-------- Material provided

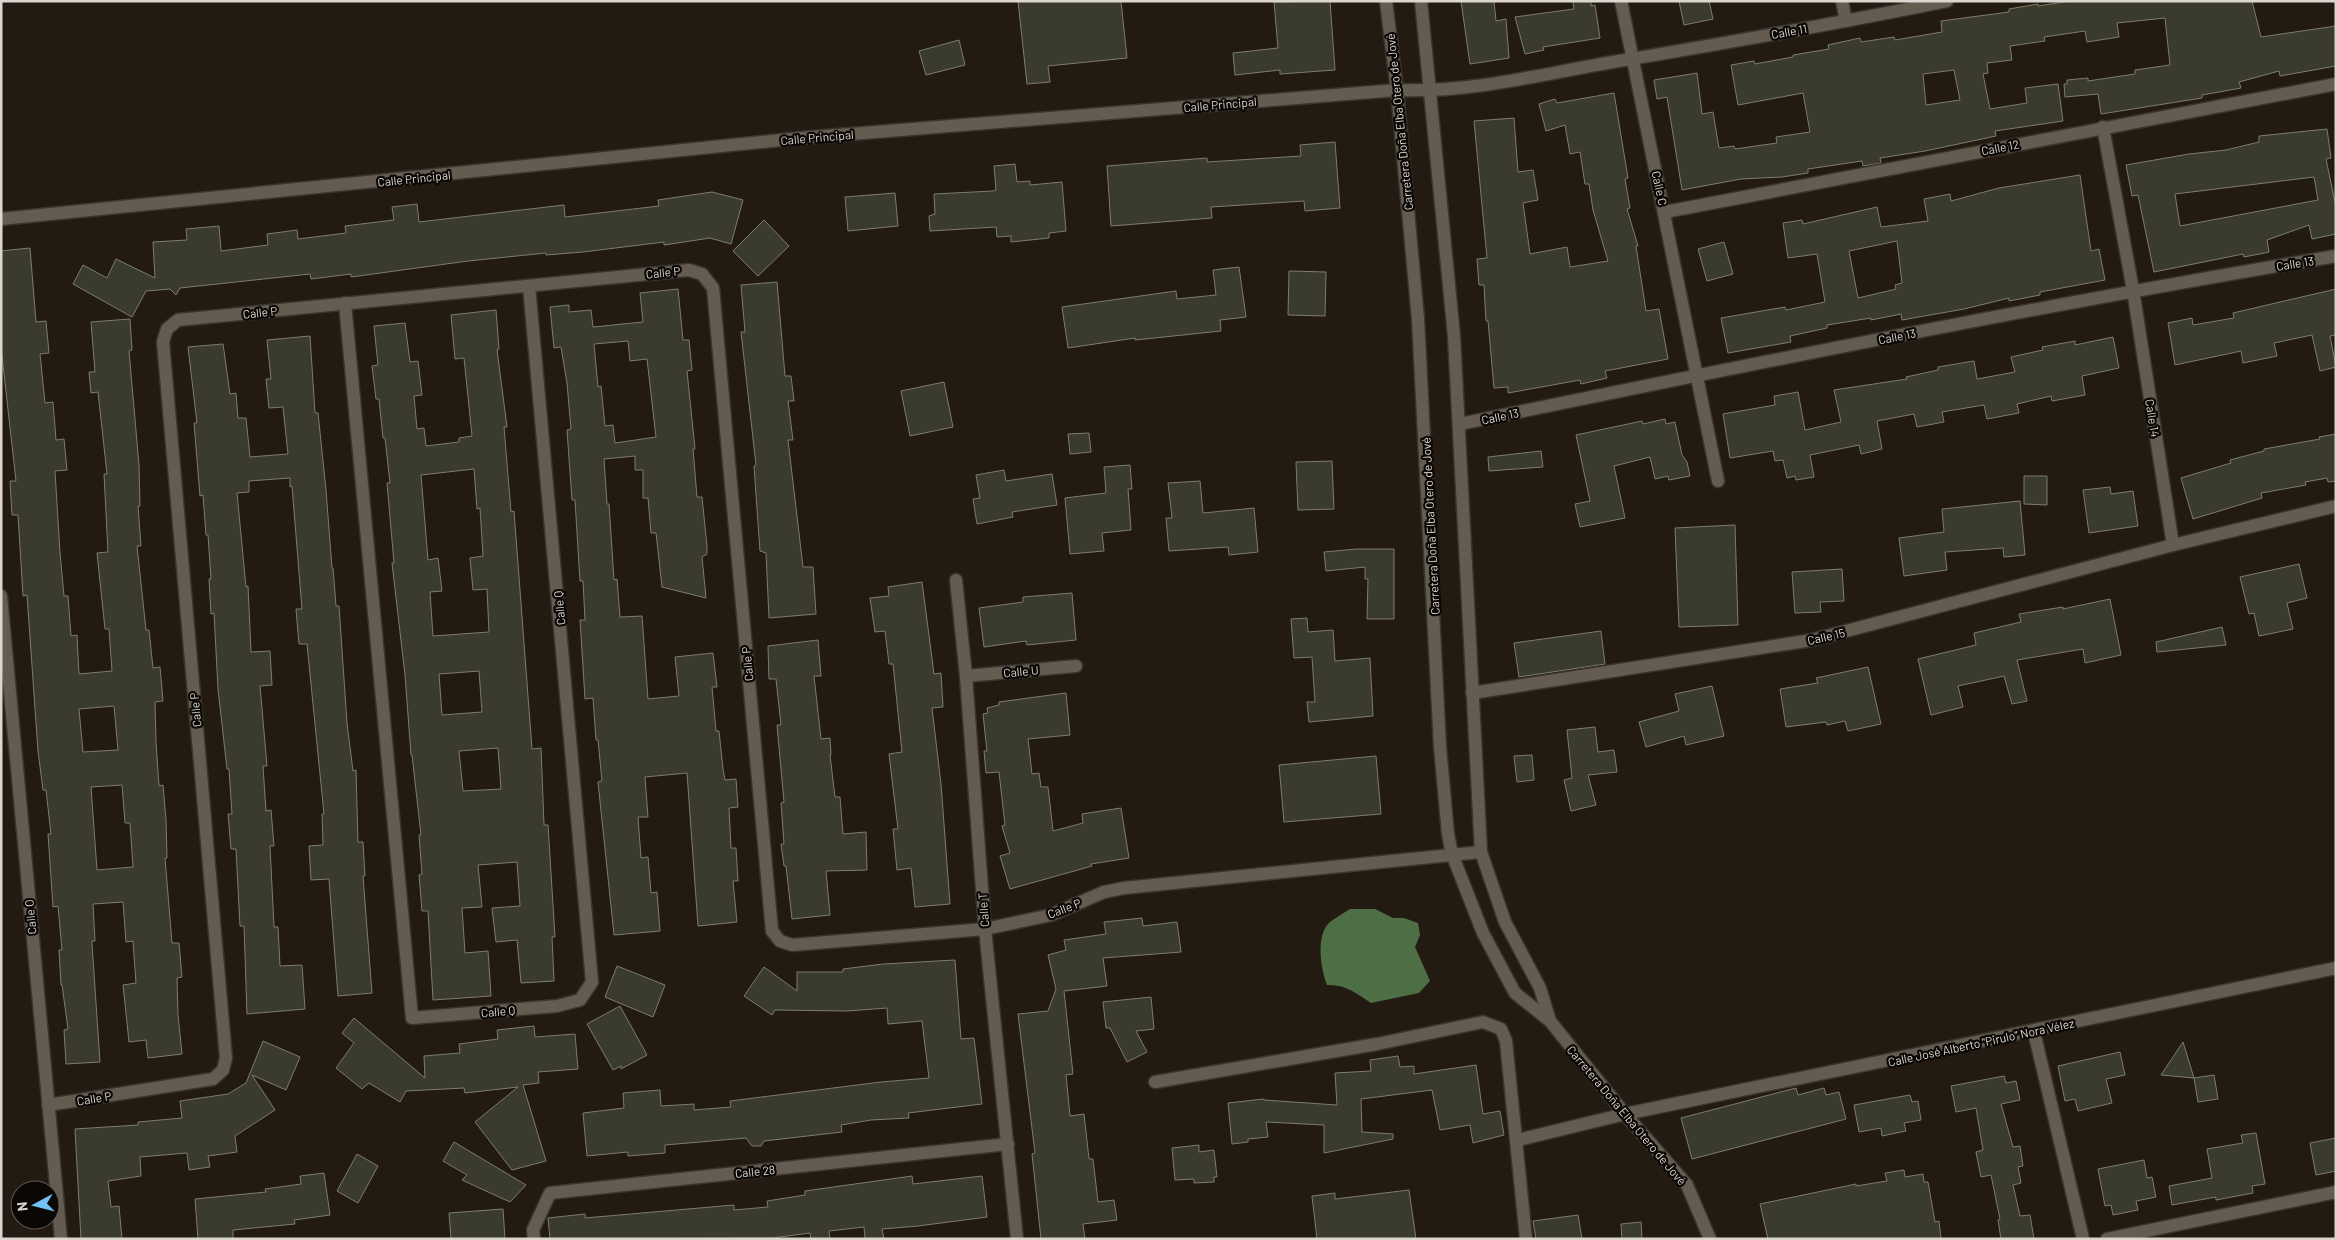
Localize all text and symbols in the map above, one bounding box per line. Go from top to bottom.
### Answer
street label: Calle 11 [1770,21,1808,41]
street label: Carretera Doña Elba Otero de Jové [1383,33,1415,211]
street label: Calle Principal [1183,94,1257,114]
street label: Calle Principal [780,127,854,147]
street label: Calle 12 [1980,136,2020,158]
street label: Calle Principal [377,167,451,189]
street label: Calle C [1650,169,1670,207]
street label: Calle 13 [2275,253,2315,273]
street label: Calle P [645,263,681,281]
street label: Calle P [242,303,278,321]
street label: Calle 13 [1877,326,1917,346]
street label: Calle 14 [2143,398,2163,438]
street label: Calle 13 [1480,405,1520,427]
street label: Carretera Doña Elba Otero de Jové [1418,437,1442,615]
street label: Calle Q [551,590,567,626]
street label: Calle 15 [1806,625,1846,647]
street label: Calle P [739,646,755,682]
street label: Calle U [1003,662,1039,680]
street label: Calle P [187,692,203,728]
street label: Calle T [975,892,991,928]
street label: Calle P [1045,895,1083,921]
street label: Calle O [21,899,39,935]
street label: Calle Q [480,1003,516,1019]
street label: Calle José Alberto "Pirulo" Nora Vélez [1887,1015,2075,1069]
street label: Carretera Doña Elba Otero de Jové [1565,1042,1689,1188]
street label: Calle P [76,1088,112,1108]
street label: Calle 28 [734,1162,776,1180]
north arrow [10,1180,60,1230]
text: N [13,1201,31,1212]

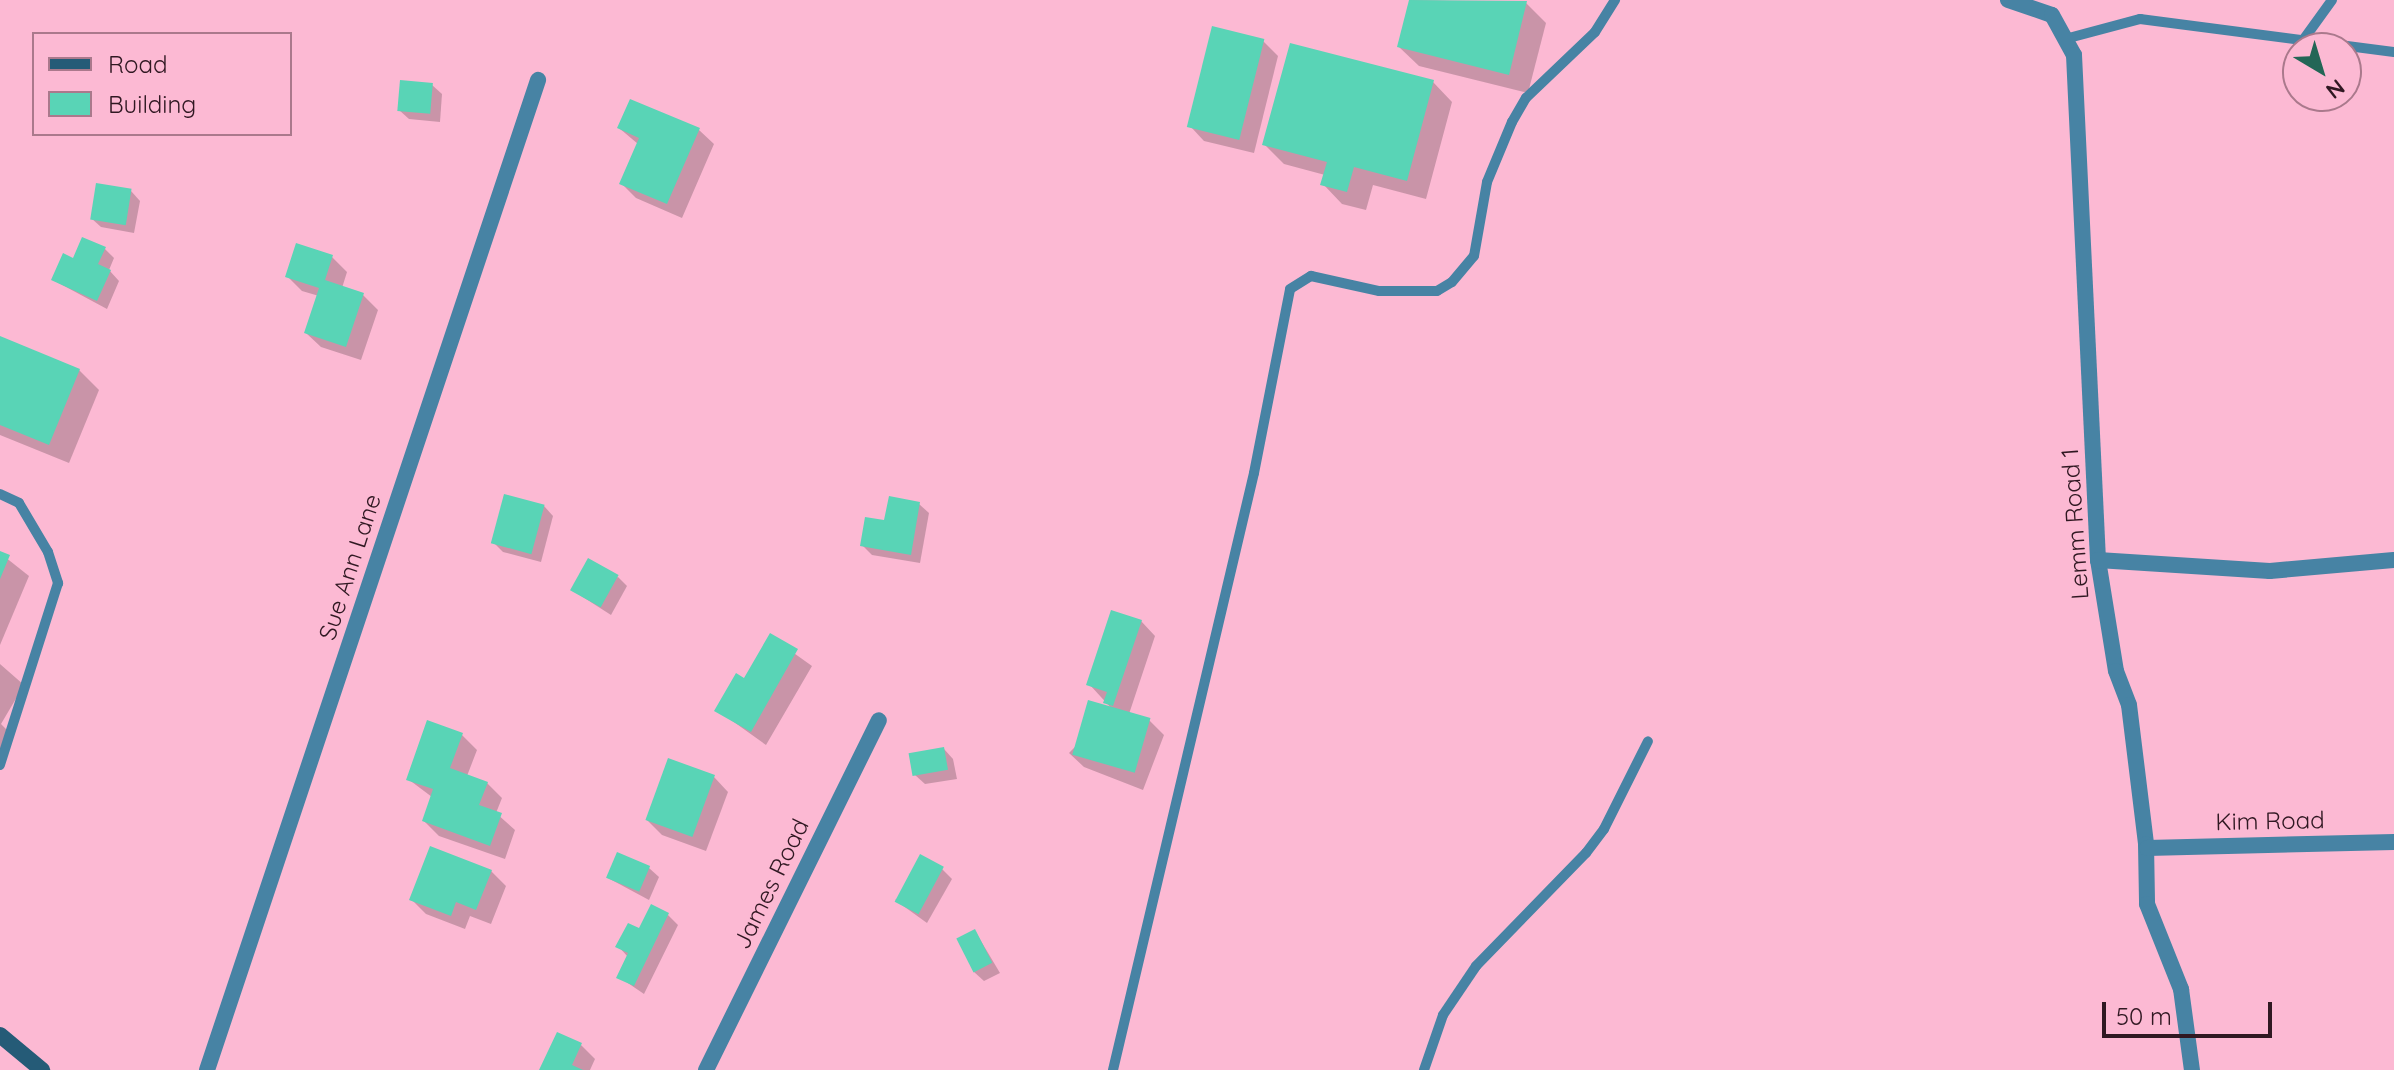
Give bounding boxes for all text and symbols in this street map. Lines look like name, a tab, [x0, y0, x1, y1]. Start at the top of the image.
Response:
legend	[32, 32, 292, 136]
north arrow	[2282, 32, 2362, 112]
text: Road	[108, 49, 168, 79]
text: N	[2321, 73, 2351, 105]
text: Building	[108, 89, 196, 119]
street label: Lemm Road 1	[2055, 447, 2095, 601]
street label: Sue Ann Lane	[313, 490, 387, 644]
street label: Kim Road	[2215, 806, 2325, 836]
street label: James Road	[727, 814, 815, 954]
scale bar	[2106, 986, 2276, 1036]
text: 50 m	[2116, 1001, 2172, 1031]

----------------

Task
Spot every line in the entries that includes the word "bounding", and copy each one out.

Final answer
Localize all text and symbols in the map above, one bounding box per line. Go from top to bottom.
Give bounding boxes for all text and symbols in this street map. Lines look like name, a tab, [x0, y0, x1, y1]. Start at the top of the image.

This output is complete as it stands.